J’ai compris au fil de ces années que c’était bien au cœur de mon essence que la maîtrise me conviait. Le sentiment que cela créait était exaltant, car ce qui m’habitait pouvait enfin s’exprimer. Pourtant, cela a représenté un défi de chaque instant. Ayant une propension naturelle à m’arrêter pour contempler la phrase que je venais d’écrire ou l’image que je venais de saisir, je me suis dressée en chien de garde face à l’incarnation de mon essence.

En troisième année de cours alors que mon mémoire prenait forme graduellement, j’ai écrit sur une feuille et je l’ai collée sur le mur à côté de mon écran d’ordinateur afin de m’aider à rendre matérielle ma pensée : Ce travail n’est pas l’œuvre de ma vie, c’est un travail universitaire. J’y ai ajouté ce proverbe chinois, trouvé au « hasard » : Ne crains pas la lenteur, crains l’arrêt. Comme je connaissais l’arrêt pour l’avoir expérimenté pendant des années, je ne tenais nullement à revivre cela.

Je me suis imposé des délais, des tâches, des rendez-vous d’écriture et de lecture. J’ai eu aussi à me souvenir qu’un processus de création est aussi soutenu par des phases d’incubation, et à faire la distinction entre l’arrêt justement et cette période où le travail se fait par en dessous. De parler de ma démarche et des résultats qui en découlaient a aussi été important. Malgré l’inconfort du bafouillage des premiers temps, j’ai persévéré à en parler. J’en suis arrivée à articuler une narration plus fluide et compréhensible pour l’extérieur.

Je savais que si je ne me tenais pas par la main, il serait facile de me retirer en moi- même ou de tomber dans une sorte de contemplation. J’aspirais trop à rendre matérielles toutes ces parts de moi muselées pour en finir là. Je l’avais déjà trop fait dans ma vie. Je me

reconnais dans ces propos de Rugira10 : « Il y a des œuvres qui ne se réalisent jamais, car la

personne tombe en amour avec l’essence et se refuse à la matérialisation, par peur de perdre la pureté de l’essence. On devient alors nostalgique de l’absolu. Il n’y a pas de création. Le temps passe. » Il me fallait donc aussi apprendre à aimer l’inachevé et l’imparfait de mon parcours.
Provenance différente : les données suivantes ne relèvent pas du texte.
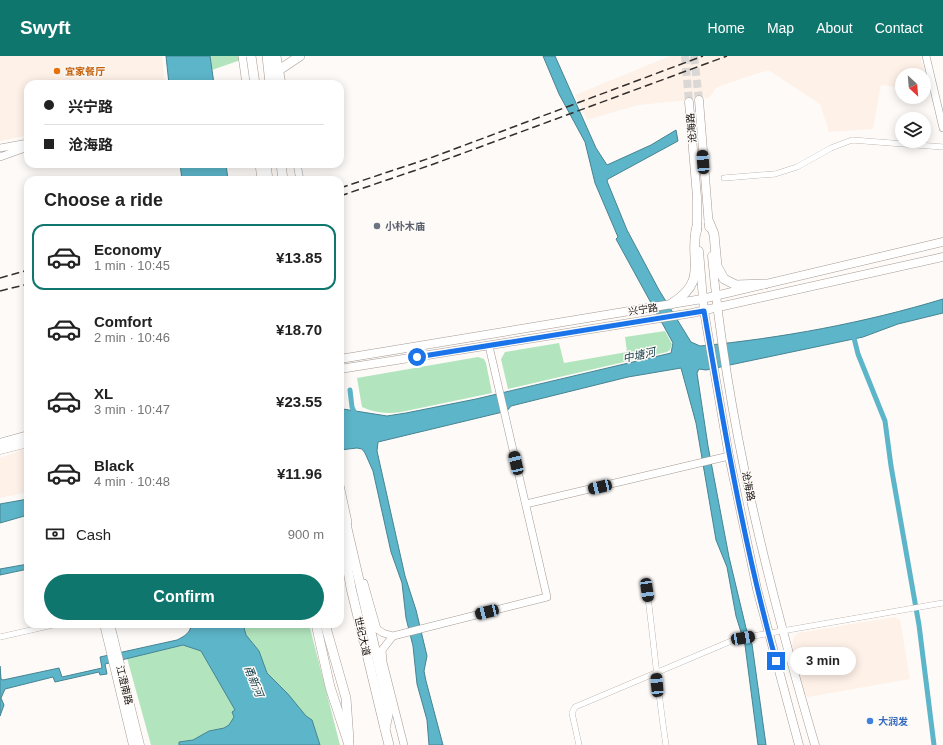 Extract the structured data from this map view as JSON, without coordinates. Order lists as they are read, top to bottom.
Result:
{
  "streets": {
    "main road": [
      "沧海路",
      "兴宁路",
      "世纪大道",
      "江澄南路"
    ]
  },
  "crossings": [
    ["沧海路", "兴宁路"]
  ],
  "water": ["中塘河", "甬新河"],
  "places": ["宜家餐厅", "小朴木庙", "大润发"],
  "north": "bottom right",
  "page": {
    "header": "Swyft",
    "nav": [
      "Home",
      "Map",
      "About",
      "Contact"
    ],
    "banner": ["兴宁路", "沧海路"],
    "heading": "Choose a ride",
    "list": [
      {
        "name": "Economy",
        "note": "1 min · 10:45",
        "value": "¥13.85"
      },
      {
        "name": "Comfort",
        "note": "2 min · 10:46",
        "value": "¥18.70"
      },
      {
        "name": "XL",
        "note": "3 min · 10:47",
        "value": "¥23.55"
      },
      {
        "name": "Black",
        "note": "4 min · 10:48",
        "value": "¥11.96"
      }
    ],
    "pay": ["Cash", "900 m"],
    "buttons": "Confirm",
    "bubble": "3 min"
  }
}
L’écriture de ce mémoire ne s’est pas faite de manière linéaire. Les chapitres se sont construits de manière détachée au départ et en interrelation au fil des découvertes et des prises de conscience. Encore là, à travers ces prises de conscience, de multiples couches se sont soulevées. L’image de la spirale heuristique et herméneutique décrit bien ce processus. Je suis montée vers la réflexion pour descendre dans mon vécu, pour ensuite revenir à la réflexion et ainsi de suite. Les liens et les niveaux de compréhension se sont produits en de multiples moments, et ce, jusqu’à la toute fin de la rédaction.

Ma stratégie pour traverser les tumultes d’une telle recherche, car il y en a eu de nombreux, fut de faire ce que je faisais depuis plusieurs années déjà : quand j’en avais assez d’avoir peur et de m’opposer à ce qui me tirait vers le bas ou le haut, je m’arrêtais et j’accueillais. Ce fut dans ces moments que j’ai pu aller à la rencontre de la vulnérabilité que je portais, de celle qui sait, etc.

J’ai marché ce chemin tantôt sereine et devinant le but à atteindre, tantôt dans les méandres d’une forêt dense et sans visée précise. Malgré la peur de ne pas arriver à déposer mon mémoire, j’ai porté tout au long de ce processus la détermination que j’y arriverais. Je me suis souvent dit et redit que j’avais ici un privilège auquel j’avais aspiré toute ma vie pour enfin dire et me dire. Je ne pouvais faire faux bond. Pas cette fois-ci.

10 Jeanne-Marie Rugira, Notes de cours PPS-650-98, Récit autobiographique, Université du Québec à Rimouski.